## INSTRUCTIONS FOR THE TASK
Copy out, precisely as given, the lines from the line with "Creek Stream<br>Valley Park</span>" to the end of the entries that follow.

## DATA FOR ANALYSIS
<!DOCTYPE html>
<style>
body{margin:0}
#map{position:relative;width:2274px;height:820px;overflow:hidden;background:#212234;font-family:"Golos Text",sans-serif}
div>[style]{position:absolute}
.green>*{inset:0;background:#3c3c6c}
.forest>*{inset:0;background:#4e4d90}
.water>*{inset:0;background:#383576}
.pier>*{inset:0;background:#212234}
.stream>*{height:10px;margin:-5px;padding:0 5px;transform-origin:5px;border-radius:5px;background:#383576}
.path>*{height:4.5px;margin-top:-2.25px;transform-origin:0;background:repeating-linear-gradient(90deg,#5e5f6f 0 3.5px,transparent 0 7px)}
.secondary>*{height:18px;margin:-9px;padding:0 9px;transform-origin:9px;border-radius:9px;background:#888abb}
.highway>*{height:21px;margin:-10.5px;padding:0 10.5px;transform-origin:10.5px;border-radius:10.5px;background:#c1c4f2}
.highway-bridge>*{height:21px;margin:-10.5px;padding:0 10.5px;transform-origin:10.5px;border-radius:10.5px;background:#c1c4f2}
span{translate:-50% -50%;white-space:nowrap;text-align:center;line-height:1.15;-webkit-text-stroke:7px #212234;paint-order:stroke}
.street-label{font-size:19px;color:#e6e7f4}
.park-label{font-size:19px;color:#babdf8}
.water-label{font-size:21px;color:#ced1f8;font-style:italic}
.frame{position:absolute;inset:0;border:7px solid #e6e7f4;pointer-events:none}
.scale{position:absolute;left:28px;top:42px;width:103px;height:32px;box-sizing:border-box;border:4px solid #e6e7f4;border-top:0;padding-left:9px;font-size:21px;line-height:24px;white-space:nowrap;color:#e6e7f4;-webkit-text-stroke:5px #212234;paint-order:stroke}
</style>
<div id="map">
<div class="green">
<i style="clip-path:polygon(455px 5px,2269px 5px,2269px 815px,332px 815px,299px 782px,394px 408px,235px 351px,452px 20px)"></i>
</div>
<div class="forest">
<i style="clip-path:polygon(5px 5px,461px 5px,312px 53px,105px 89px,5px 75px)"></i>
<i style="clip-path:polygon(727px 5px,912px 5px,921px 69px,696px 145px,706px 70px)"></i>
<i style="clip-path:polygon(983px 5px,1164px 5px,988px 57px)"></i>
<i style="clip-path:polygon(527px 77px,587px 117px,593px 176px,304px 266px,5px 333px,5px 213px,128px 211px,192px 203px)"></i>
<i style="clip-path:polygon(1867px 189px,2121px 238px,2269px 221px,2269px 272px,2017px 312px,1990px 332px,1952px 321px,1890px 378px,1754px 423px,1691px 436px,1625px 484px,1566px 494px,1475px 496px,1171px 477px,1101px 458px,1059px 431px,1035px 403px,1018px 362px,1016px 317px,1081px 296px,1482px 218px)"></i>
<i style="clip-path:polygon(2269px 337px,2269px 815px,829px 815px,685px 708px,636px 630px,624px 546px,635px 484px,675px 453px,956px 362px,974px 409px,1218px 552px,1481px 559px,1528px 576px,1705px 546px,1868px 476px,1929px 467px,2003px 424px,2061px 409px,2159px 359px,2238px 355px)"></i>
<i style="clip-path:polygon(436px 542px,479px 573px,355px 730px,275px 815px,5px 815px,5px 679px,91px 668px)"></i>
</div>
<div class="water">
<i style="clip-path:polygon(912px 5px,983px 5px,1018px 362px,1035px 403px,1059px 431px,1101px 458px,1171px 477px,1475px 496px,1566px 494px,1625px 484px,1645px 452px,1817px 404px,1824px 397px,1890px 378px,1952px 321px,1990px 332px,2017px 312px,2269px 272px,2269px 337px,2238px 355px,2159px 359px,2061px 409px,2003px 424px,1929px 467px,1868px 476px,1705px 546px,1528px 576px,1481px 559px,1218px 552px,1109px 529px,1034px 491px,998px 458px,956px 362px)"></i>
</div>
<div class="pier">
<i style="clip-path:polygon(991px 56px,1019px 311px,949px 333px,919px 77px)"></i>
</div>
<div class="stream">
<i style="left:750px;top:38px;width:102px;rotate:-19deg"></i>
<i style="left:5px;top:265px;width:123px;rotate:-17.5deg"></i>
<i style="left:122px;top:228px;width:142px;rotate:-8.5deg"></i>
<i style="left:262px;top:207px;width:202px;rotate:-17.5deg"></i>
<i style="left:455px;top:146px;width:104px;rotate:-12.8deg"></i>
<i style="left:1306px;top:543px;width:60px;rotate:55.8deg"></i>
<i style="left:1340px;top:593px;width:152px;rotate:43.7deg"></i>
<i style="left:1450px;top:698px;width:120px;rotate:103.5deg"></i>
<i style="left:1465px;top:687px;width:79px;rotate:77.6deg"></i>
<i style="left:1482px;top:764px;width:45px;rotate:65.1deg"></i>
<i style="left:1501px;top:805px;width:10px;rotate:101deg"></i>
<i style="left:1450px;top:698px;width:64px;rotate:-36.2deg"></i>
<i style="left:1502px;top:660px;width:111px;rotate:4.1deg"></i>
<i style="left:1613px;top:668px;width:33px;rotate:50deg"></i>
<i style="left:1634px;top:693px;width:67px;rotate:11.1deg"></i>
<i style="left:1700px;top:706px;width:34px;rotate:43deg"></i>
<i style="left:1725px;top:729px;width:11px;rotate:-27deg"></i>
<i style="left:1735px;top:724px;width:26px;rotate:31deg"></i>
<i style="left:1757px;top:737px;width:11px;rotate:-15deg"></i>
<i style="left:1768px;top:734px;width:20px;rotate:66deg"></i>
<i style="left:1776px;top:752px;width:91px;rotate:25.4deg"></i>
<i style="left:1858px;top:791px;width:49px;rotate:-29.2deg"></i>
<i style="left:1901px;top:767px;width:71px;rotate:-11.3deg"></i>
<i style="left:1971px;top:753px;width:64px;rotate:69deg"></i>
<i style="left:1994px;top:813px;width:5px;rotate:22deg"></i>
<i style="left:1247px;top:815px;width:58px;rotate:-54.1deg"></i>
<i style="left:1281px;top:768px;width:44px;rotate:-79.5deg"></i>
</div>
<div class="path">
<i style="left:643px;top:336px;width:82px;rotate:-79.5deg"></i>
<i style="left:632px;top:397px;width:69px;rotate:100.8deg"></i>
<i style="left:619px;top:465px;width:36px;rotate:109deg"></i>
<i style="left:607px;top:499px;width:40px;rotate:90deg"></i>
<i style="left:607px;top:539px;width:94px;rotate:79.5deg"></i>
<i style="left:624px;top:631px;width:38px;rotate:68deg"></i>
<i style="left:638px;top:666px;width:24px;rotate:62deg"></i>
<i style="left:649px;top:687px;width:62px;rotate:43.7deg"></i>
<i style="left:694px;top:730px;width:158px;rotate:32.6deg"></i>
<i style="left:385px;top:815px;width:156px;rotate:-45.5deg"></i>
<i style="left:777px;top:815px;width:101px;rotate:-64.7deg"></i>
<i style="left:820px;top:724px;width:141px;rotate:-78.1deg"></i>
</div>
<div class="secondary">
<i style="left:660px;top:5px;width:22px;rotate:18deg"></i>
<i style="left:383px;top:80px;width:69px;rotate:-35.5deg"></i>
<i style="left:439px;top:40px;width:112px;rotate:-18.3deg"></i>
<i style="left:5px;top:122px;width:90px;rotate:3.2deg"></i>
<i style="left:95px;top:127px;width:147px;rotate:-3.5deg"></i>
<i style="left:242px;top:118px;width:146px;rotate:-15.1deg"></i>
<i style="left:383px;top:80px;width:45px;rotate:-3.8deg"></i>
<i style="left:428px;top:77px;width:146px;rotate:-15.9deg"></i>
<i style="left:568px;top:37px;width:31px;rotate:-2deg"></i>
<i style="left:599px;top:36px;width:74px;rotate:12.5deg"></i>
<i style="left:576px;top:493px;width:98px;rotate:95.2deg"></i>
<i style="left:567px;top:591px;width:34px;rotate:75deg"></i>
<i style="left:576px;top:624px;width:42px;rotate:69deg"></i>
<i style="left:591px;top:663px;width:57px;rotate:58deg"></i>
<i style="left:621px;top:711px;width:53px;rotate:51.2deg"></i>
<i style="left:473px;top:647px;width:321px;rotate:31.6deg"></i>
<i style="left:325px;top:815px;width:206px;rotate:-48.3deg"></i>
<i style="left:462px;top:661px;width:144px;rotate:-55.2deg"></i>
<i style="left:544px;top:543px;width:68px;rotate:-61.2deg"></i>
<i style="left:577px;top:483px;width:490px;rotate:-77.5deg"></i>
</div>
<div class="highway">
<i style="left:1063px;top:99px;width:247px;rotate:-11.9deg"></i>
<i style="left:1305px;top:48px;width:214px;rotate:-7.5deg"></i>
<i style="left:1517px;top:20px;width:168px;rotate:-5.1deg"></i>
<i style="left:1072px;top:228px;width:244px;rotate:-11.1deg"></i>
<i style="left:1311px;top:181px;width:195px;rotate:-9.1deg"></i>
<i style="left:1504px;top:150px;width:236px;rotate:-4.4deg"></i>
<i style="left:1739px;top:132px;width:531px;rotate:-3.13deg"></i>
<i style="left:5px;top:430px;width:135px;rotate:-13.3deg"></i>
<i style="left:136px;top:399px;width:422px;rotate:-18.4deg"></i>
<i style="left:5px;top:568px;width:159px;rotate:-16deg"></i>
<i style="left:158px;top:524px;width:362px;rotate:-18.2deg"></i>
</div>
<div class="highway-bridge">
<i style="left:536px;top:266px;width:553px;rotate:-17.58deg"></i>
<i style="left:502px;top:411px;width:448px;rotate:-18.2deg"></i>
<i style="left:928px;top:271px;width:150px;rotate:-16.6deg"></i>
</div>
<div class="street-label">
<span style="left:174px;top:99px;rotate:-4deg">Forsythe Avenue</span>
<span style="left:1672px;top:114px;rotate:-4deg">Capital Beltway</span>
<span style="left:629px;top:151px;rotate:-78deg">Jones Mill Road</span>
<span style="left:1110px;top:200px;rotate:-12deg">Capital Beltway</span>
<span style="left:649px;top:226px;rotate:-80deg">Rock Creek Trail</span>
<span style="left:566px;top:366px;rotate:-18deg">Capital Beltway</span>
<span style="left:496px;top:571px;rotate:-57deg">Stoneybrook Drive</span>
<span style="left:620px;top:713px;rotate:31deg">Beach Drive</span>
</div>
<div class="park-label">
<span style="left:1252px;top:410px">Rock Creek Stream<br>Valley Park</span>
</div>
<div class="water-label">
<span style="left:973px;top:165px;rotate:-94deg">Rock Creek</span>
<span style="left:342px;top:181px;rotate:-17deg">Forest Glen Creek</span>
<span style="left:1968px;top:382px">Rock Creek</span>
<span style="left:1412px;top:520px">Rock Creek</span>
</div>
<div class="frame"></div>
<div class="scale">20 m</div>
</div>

## THE COMPLETED TASK
<span style="left:1252px;top:410px">Rock Creek Stream<br>Valley Park</span>
</div>
<div class="water-label">
<span style="left:973px;top:165px;rotate:-94deg">Rock Creek</span>
<span style="left:342px;top:181px;rotate:-17deg">Forest Glen Creek</span>
<span style="left:1968px;top:382px">Rock Creek</span>
<span style="left:1412px;top:520px">Rock Creek</span>
</div>
<div class="frame"></div>
<div class="scale">20 m</div>
</div>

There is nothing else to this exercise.